NEW ORLEANS — Azimilide, an investigational antiarrhythmic drug, was safe and effective for preventing recurrent ventricular tachycardia or ventricular fibrillation episodes in patients with an implanted cardioverter defibrillator in a placebo-controlled trial that included 633 patients.
“This was a highly significant and positive result, giving some proof of principle that antiarrhythmic agents may have a place in treating patients with an ICD [implantable cardioverter defibrillator],” commented Arthur J. Moss, M.D., at the annual scientific sessions of the American Heart Association.
“Azimilide may be very helpful for patients with symptomatic ventricular tachycardia [VT], but it may not be much help for patients with asymptomatic tachycardia or fibrillation,” said Dr. Moss, a professor of medicine at the University of Roch-ester (N.Y.).
The study was sponsored by Procter & Gamble Pharmaceuticals Inc., which makes azimilide. Based on the study results, the company is “in discussions” with the Food and Drug Administration about azimilide, but a spokeswoman for the company said that she could not comment on whether a licensing application had been filed or would soon be filed.
The study enrolled adults if they had recently received an ICD or if they had a preexisting ICD that recently delivered a shock that was triggered by spontaneous VT or ventricular fibrillation (VF). Patients with a newly implanted ICD had to have a documented episode of VT or VF within 42 days preceding the implant. The study was done at 129 centers in nine countries including the United States.
The patients were randomized to receive 75 mg azimilide daily, 125 mg daily, or placebo, and were followed for 1 year. There were two primary end points: the number of all-cause shocks delivered by the ICD combined with the number of symptomatic tachyar- rhythmias terminated by the ICD, and the number of all-cause shocks alone.
During follow-up, the patients had a total of 1,296 symptomatic tachyarrhythmias terminated by the ICDs and an additional 1,565 all-cause shocks (a total of 2,861 arrhythmia episodes). A total of 1,459 were in the 214 patients treated with placebo, 665 were in the 220 patients treated with 75 mg azimilide daily, and 737 were in the 199 patients who received 125 mg azimilide daily, Paul Dorian, M.D., reported at the meeting.
(The results were simultaneously published in the online edition of Circulation, http://circ.ahajournals.org/cgi/content/abstract/01.CIR
Treatment with azimilide reduced the risk of arrhythmias by 57% in the 75-mg group and by 47% in the 125-mg group, compared with placebo; both reductions were statistically significant. Both dosages of azimilide also dropped the number of all-cause shocks relative to the placebo group, but the reductions were smaller and not statistically significant.

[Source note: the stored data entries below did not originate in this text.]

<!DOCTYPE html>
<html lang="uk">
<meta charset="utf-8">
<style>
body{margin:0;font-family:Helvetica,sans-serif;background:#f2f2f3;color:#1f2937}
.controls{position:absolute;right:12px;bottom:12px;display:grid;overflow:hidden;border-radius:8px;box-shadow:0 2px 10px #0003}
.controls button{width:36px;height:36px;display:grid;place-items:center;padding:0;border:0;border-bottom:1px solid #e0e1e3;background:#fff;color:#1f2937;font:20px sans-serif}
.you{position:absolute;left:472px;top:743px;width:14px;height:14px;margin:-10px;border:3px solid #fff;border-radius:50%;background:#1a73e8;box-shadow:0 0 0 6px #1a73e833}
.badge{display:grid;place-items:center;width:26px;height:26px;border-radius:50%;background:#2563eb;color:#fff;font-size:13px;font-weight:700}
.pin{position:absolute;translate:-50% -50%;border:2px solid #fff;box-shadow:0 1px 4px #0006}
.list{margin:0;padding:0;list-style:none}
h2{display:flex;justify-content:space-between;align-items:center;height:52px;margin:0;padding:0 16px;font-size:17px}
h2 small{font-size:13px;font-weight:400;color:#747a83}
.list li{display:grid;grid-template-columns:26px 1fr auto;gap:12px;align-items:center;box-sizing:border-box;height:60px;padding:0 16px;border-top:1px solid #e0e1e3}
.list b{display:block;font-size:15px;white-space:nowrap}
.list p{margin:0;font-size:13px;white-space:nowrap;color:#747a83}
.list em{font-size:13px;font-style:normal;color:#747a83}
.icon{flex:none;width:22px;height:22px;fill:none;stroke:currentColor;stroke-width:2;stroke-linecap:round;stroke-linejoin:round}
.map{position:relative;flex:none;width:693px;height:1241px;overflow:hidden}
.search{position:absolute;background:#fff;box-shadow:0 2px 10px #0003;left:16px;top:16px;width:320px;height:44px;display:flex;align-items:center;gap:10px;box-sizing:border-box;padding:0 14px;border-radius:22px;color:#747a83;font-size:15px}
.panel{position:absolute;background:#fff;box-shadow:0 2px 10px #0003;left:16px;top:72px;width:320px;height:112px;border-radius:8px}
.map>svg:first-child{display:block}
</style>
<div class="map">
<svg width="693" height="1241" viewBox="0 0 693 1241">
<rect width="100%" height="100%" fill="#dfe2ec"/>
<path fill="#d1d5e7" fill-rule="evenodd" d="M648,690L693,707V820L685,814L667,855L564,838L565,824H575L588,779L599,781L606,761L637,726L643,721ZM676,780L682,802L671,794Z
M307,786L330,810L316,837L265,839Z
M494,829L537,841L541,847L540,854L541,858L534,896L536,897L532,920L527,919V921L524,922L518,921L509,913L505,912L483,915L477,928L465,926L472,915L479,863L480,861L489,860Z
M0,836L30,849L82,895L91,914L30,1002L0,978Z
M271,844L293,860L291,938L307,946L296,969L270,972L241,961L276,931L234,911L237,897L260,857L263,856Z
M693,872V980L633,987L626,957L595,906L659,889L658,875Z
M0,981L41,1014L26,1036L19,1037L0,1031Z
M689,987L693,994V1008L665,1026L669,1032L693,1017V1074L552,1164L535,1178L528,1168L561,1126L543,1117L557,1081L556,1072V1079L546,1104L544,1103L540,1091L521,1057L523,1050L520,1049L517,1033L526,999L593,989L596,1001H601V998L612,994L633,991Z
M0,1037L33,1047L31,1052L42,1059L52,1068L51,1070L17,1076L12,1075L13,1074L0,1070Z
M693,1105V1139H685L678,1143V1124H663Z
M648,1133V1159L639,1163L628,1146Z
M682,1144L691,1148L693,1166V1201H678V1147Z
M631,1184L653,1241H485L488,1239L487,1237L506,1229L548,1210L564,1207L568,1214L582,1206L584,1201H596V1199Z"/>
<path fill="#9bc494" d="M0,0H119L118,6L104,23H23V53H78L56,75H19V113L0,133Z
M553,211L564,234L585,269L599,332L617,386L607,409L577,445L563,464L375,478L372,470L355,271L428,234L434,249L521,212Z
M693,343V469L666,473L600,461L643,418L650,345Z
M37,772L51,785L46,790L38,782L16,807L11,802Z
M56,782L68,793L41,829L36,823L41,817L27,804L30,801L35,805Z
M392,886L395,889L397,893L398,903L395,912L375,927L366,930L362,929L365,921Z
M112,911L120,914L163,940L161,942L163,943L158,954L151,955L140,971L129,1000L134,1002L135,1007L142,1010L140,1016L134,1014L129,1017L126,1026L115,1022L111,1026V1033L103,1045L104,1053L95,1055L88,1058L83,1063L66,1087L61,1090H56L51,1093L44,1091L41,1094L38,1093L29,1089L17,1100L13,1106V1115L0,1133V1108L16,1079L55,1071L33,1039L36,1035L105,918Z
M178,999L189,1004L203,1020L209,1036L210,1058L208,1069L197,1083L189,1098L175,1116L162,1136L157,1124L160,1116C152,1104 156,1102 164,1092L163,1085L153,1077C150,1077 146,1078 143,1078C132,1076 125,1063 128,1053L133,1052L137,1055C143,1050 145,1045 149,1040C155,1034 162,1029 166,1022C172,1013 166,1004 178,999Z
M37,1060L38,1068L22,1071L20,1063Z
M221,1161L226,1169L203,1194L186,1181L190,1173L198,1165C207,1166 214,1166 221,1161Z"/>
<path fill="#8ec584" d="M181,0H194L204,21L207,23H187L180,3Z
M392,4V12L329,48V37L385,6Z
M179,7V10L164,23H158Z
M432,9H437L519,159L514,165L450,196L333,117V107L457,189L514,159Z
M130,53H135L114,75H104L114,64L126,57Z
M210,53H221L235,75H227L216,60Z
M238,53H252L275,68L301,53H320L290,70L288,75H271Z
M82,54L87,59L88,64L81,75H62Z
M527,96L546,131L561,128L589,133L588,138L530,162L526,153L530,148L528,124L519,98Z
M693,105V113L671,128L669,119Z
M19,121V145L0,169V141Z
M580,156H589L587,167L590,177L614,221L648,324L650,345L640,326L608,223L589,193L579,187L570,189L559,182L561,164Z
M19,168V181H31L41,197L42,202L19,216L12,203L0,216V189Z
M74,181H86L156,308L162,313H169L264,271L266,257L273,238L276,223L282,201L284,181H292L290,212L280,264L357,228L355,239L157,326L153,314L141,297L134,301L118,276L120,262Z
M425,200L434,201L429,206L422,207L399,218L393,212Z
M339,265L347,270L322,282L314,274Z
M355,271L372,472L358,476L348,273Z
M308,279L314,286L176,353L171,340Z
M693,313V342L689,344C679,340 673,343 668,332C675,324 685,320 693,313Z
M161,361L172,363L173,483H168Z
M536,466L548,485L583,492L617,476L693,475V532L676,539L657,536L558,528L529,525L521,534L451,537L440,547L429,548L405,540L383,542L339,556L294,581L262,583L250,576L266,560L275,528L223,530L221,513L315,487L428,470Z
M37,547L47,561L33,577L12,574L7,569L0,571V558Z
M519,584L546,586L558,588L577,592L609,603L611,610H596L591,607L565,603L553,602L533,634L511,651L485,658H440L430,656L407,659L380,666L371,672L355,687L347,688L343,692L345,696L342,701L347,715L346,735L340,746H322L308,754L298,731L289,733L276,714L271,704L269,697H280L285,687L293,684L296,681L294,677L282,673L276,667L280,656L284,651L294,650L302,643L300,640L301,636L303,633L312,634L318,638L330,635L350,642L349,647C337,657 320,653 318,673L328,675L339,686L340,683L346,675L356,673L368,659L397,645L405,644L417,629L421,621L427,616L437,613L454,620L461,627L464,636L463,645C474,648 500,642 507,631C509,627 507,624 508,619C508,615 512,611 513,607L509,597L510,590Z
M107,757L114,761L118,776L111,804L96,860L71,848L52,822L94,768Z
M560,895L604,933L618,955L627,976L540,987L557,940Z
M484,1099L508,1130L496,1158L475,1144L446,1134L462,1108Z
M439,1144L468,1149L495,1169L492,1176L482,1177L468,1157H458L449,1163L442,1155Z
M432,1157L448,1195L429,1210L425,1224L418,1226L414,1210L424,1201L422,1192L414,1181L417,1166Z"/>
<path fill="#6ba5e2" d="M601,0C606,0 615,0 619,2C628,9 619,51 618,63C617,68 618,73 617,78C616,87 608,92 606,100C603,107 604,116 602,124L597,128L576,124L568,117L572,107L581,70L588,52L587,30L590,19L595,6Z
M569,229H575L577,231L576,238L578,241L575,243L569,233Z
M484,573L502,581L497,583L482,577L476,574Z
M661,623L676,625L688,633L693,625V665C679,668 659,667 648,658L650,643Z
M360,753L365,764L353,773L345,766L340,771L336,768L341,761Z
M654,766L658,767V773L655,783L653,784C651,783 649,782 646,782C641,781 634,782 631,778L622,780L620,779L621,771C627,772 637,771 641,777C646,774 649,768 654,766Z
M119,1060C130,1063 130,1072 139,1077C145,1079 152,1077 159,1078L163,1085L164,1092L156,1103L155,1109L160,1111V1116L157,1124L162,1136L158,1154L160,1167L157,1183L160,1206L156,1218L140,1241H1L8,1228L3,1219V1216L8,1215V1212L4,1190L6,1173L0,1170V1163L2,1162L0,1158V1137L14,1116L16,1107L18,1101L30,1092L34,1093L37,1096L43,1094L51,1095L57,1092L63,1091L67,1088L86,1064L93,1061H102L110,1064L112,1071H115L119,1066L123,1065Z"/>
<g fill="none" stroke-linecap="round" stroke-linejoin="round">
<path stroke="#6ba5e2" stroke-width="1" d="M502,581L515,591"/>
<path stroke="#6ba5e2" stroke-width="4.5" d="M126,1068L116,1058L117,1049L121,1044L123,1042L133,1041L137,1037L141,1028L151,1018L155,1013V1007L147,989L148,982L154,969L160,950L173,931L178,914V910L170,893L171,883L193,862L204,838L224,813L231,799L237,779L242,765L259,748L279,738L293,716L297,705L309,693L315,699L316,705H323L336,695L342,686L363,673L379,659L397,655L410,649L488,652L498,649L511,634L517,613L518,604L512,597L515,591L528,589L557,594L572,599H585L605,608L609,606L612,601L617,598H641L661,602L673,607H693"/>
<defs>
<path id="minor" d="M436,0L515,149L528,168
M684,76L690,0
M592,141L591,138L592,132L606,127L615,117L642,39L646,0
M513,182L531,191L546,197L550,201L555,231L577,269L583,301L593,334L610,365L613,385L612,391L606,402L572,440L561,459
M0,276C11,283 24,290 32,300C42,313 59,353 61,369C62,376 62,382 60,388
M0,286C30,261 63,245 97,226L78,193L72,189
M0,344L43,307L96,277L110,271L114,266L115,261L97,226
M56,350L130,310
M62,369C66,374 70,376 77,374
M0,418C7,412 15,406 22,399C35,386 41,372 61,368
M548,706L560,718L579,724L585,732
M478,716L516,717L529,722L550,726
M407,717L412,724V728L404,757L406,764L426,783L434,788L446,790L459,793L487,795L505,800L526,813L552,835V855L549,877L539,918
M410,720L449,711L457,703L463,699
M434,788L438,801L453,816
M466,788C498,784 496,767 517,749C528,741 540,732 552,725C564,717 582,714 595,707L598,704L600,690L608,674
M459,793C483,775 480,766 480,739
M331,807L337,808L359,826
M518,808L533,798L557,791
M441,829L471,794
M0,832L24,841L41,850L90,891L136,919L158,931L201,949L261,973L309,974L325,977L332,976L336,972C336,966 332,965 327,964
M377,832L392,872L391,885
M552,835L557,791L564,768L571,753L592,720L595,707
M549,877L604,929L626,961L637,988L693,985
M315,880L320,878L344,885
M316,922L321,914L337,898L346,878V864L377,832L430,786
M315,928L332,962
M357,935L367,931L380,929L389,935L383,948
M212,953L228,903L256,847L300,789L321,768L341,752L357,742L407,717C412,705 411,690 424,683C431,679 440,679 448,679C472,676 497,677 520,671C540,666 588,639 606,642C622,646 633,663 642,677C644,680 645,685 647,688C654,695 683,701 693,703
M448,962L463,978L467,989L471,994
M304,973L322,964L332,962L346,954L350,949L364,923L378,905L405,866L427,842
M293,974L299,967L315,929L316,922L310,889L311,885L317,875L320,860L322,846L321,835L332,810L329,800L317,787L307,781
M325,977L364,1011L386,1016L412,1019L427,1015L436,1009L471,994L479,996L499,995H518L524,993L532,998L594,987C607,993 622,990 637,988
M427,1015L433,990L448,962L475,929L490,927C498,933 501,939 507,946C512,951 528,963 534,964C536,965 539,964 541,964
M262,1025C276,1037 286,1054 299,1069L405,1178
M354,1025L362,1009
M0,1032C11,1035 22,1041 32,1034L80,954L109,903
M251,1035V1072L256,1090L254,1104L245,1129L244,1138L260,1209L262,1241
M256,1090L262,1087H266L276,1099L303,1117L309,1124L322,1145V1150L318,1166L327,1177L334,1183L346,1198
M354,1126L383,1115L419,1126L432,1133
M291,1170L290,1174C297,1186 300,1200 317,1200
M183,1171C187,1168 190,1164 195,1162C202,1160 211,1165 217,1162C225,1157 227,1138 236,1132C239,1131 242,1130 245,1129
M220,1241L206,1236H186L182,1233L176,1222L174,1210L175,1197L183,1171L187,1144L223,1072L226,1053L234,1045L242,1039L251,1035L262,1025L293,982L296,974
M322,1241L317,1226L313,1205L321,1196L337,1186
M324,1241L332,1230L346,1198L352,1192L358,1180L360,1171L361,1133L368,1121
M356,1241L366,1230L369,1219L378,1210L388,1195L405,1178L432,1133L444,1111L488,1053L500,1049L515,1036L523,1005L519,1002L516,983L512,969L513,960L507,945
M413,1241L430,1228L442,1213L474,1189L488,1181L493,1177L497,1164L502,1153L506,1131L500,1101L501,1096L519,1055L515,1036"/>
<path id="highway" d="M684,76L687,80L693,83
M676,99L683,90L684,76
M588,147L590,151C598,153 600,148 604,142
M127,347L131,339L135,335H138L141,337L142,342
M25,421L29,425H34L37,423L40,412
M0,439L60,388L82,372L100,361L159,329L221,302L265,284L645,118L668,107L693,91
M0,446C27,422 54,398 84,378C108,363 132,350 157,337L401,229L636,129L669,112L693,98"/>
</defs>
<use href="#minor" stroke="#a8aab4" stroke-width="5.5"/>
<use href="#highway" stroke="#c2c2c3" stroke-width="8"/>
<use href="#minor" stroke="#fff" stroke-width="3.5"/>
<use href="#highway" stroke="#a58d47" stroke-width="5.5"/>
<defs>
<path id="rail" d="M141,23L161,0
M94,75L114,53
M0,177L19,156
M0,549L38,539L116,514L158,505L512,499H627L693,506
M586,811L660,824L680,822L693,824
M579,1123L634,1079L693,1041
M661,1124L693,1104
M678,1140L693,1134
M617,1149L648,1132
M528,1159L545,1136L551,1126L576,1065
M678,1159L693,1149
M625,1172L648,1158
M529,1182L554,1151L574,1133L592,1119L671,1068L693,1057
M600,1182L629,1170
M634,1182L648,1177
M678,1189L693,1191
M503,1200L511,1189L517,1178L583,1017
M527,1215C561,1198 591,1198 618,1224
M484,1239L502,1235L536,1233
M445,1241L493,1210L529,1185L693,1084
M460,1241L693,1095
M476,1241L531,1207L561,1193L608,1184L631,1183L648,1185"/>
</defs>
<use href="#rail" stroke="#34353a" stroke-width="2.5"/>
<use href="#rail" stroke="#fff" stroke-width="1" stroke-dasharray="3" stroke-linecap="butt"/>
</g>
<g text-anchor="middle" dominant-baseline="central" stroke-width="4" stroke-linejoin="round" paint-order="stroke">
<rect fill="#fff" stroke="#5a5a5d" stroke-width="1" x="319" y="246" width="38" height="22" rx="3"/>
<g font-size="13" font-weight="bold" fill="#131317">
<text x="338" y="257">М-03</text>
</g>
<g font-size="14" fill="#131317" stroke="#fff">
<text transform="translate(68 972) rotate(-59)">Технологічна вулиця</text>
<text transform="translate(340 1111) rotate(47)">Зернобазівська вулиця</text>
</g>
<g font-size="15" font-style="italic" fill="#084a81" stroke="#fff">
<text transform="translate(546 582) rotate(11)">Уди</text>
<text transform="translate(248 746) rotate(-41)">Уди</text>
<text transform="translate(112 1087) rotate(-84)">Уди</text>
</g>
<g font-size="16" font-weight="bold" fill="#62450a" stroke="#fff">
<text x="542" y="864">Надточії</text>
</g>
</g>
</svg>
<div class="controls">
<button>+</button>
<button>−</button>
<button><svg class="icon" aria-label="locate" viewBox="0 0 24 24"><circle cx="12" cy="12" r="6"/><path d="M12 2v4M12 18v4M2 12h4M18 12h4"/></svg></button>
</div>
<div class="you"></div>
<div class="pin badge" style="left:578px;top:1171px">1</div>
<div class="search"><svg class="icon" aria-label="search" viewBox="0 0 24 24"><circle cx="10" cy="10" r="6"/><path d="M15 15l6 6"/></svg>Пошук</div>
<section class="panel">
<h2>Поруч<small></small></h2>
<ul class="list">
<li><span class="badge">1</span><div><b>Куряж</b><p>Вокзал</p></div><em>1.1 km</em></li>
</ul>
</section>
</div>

Both drug dosages helped patients regardless of their sex, left-ventricular ejection fraction, or concomitant medications. The 75-mg dosage also produced a significant reduction in the number of emergency department visits and hospitalizations. The 125-mg dose also cut the emergency room and hospitalization rates, but the reduction was not statistically significant relative to the placebo group, said Dr. Dorian, director of the arrhythmia service at St. Michael's Hospital in Toronto and a professor of medicine at the University of Toronto.
The percentage of patients who withdrew from treatment for an adverse event was virtually identical in the two azimilide arms, 20% and 21%, and in the placebo arm, 22%. The incidence of serious adverse events was 34% in the 75-mg group and 46% in the 125-mg group, compared with a 41% rate in the placebo arm. A total of five patients in the azimilide groups developed torsade de pointes (1.2%), compared with one patient in the placebo group (0.5%).

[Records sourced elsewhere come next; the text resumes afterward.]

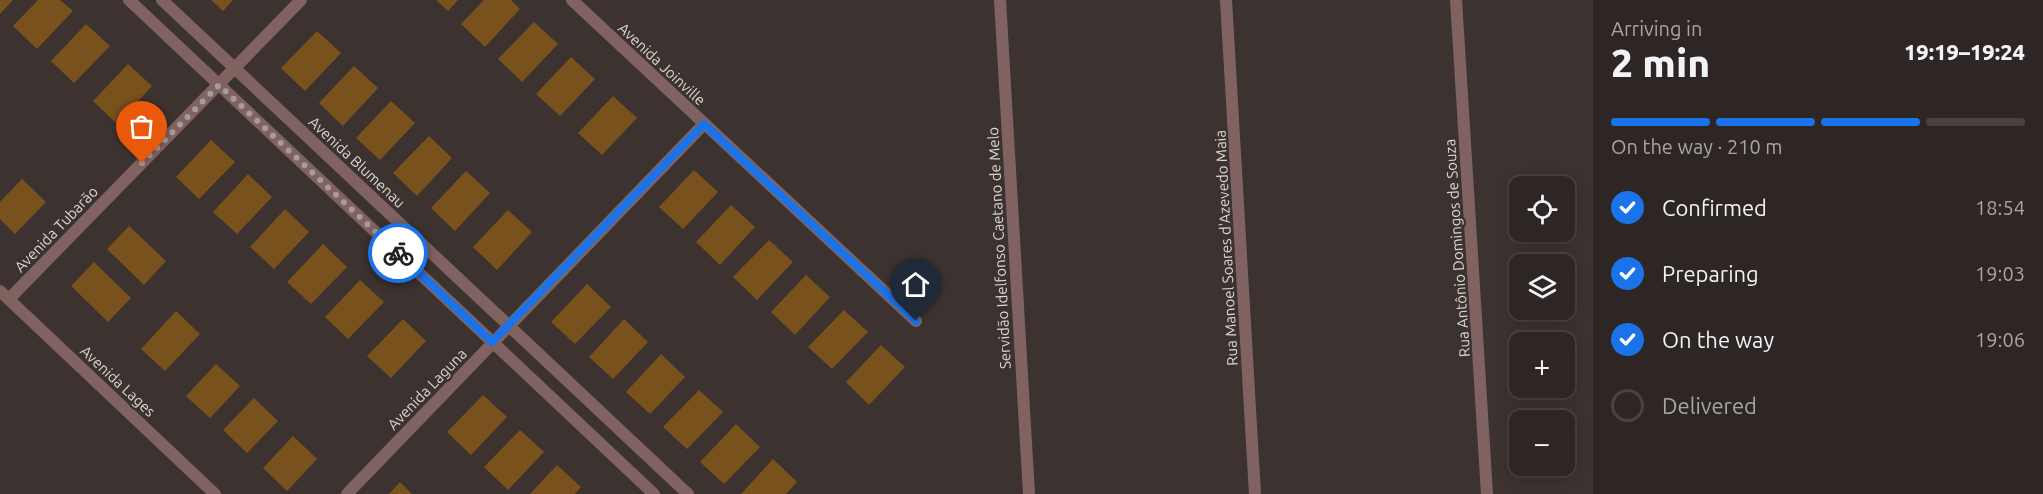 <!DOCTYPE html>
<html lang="en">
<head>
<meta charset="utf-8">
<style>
  :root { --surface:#2d2624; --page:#352e2c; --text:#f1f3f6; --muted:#a7a5a6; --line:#484341; --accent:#1a73e8 }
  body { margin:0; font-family:Ubuntu,sans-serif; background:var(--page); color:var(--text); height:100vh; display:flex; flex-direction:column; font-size:22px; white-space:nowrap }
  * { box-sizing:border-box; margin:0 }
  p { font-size:20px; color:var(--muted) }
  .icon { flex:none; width:33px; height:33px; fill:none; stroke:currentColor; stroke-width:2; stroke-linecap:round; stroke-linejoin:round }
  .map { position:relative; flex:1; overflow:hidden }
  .drawer { display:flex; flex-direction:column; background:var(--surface); width:450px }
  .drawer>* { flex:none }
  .tools { position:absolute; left:1509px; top:176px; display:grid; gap:12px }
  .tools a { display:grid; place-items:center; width:66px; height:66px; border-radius:12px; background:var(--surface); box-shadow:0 3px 15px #0003,0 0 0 2px var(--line); font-size:30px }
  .pin { position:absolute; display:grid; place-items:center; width:51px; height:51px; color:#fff; margin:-62px -26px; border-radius:50% 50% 50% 0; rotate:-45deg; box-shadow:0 0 6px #0007 }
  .pin .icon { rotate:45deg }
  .courier { position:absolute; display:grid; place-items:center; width:60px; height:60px; margin:-30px; border:4px solid #1a73e8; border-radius:50%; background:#fff; color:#222; box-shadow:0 2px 8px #0007 }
  .summary em { font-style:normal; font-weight:800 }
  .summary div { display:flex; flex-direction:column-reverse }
  .summary { display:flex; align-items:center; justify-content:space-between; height:102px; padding:0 18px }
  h1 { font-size:39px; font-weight:800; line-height:45px }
  .bar { display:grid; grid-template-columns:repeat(4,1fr); gap:9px 6px; align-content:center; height:72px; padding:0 18px }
  .bar i { height:8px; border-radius:4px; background:var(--line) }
  .bar .active { background:var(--accent) }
  .bar p { grid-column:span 4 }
  ol { padding:0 18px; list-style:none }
  li { display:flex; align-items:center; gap:18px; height:66px }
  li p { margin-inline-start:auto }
  li .icon { padding:6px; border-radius:50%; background:var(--accent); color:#fff; stroke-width:4 }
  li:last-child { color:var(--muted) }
  li i { width:33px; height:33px; border:3px solid var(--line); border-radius:50% }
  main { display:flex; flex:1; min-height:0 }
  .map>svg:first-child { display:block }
  .building { fill:#78511d }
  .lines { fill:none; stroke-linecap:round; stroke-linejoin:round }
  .street { stroke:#806361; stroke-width:12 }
  .done { stroke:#a49d9b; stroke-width:6; stroke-dasharray:0 10.8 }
  .route { stroke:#1a73e8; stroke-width:8 }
  .labels { text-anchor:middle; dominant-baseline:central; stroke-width:5; stroke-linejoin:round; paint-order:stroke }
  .street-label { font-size:15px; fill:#dcd6d4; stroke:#3c3330 }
</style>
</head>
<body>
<main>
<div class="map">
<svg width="1593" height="494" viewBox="0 0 1593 494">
  <rect width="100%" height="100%" fill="#3c3330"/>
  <path class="building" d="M0,0h13l-13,14z
    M38,0h22l13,11 -36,38 -24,-23z
    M211,0h22l-10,11z
    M436,0h22l-10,11z
    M484,0h27l9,9 -35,38 -24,-23z
    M534,22l24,22 -36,38 -24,-23z
    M86,24l24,22 -36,37 -23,-22z
    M317,31l24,22 -36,38 -24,-23z
    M571,57l24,22 -35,37 -24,-22z
    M128,64l24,22 -35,38 -24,-23z
    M354,66l24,22 -35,38 -24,-23z
    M613,96l24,22 -35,37 -24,-22z
    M391,101l24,22 -35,37 -24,-22z
    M429,136l23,22 -35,38 -24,-23z
    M211,140l24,22 -36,37 -23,-22z
    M694,170l24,22 -35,37 -24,-22z
    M466,171l24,22 -35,38 -24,-23z
    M248,174l24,23 -35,37 -24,-22z
    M22,179l24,23 -31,32 -15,-15v-17z
    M731,205l24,22 -35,38 -24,-23z
    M285,209l24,23 -35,37 -24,-22z
    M508,210l24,22 -35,38 -24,-23z
    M129,226l37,35 -22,24 -37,-36z
    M769,240l24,22 -36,38 -24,-23z
    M323,244l24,23 -36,37 -24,-22z
    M94,262l37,36 -23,24 -37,-36z
    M806,275l24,22 -35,38 -24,-23z
    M360,280l24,22 -36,37 -23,-22z
    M587,284l24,23 -36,37 -24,-22z
    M844,310l24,22 -36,37 -24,-22z
    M176,311l24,23 -35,37 -24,-22z
    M403,319l23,22 -35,37 -24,-22z
    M624,319l24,23 -35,37 -24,-22z
    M881,345l24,22 -36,38 -23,-23z
    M661,354l24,23 -35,37 -24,-22z
    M216,364l24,22 -30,32 -24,-22z
    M699,390l24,22 -36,37 -24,-22z
    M483,395l24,22 -36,38 -24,-23z
    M254,398l24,23 -31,32 -24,-23z
    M736,424l24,23 -36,37 -24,-22z
    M520,430l24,22 -36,38 -24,-23z
    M293,436l24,23 -30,32 -24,-23z
    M773,459l24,23 -11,12h-45z
    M557,465l24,22 -6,7h-45z
    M400,482l12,12h-23z"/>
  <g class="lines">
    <path class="street" d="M129,0l525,494
      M162,0l526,494
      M572,0l344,321
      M1000,0l29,494
      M1226,0l29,494
      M1456,0l31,494
      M0,291l215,203
      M9,299l292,-299
      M347,494l357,-370"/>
  </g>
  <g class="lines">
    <path class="done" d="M142,163l77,-78 179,168"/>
    <path class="route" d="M398,253l94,89 212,-218 212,197"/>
  </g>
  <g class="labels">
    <g class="street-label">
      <text transform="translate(662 64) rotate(43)">Avenida Joinville</text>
      <text transform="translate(357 162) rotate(43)">Avenida Blumenau</text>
      <text transform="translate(56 229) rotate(-46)">Avenida Tubarão</text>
      <text transform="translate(999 248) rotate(-93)">Servidão Idelfonso Caetano de Melo</text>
      <text transform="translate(1226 248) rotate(-93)">Rua Manoel Soares d'Azevedo Maia</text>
      <text transform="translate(1457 248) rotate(-94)">Rua Antônio Domingos de Souza</text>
      <text transform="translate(118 381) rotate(43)">Avenida Lages</text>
      <text transform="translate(427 389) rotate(-46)">Avenida Laguna</text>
    </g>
  </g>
</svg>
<div class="tools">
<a><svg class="icon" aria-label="locate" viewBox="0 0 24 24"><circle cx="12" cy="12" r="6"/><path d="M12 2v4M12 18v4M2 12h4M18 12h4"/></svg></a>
<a><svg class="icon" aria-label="layers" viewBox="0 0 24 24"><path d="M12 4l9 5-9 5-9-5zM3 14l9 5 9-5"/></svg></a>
<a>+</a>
<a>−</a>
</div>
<div class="pin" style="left:142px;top:163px;background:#ea580c"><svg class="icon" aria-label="bag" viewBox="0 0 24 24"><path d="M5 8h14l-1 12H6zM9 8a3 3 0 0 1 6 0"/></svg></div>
<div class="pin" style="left:916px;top:321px;background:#1f2937"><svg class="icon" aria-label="home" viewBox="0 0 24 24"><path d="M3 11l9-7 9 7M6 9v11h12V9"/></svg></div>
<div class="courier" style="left:398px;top:253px"><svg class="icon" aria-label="bike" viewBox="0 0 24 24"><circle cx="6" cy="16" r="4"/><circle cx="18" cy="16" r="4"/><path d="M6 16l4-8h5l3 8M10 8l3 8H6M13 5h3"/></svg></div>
</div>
<section class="drawer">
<div class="summary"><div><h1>2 min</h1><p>Arriving in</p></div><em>19:19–19:24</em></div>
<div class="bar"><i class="active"></i><i class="active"></i><i class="active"></i><i></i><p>On the way · 210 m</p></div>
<ol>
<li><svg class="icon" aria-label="check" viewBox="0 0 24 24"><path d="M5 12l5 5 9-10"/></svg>Confirmed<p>18:54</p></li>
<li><svg class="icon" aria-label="check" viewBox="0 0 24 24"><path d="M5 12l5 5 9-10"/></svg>Preparing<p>19:03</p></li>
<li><svg class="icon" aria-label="check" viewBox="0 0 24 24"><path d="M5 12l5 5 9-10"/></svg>On the way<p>19:06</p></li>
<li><i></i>Delivered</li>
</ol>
</section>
</main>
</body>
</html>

Two limitations of the study were its relatively short duration of 1 year and the fact that many patients did not have severe left ventricular dysfunction given the average 34% ejection fraction for all patients in the study, Dr. Moss added.
“Azimilide is a less-than-ideal agent because it has an adverse event profile that may limit its routine use in high-risk patients with an ICD, especially if used for a long time. But azimilide may be beneficial in selected patients with an ICD who have a high firing rate for VT or VF,” he said.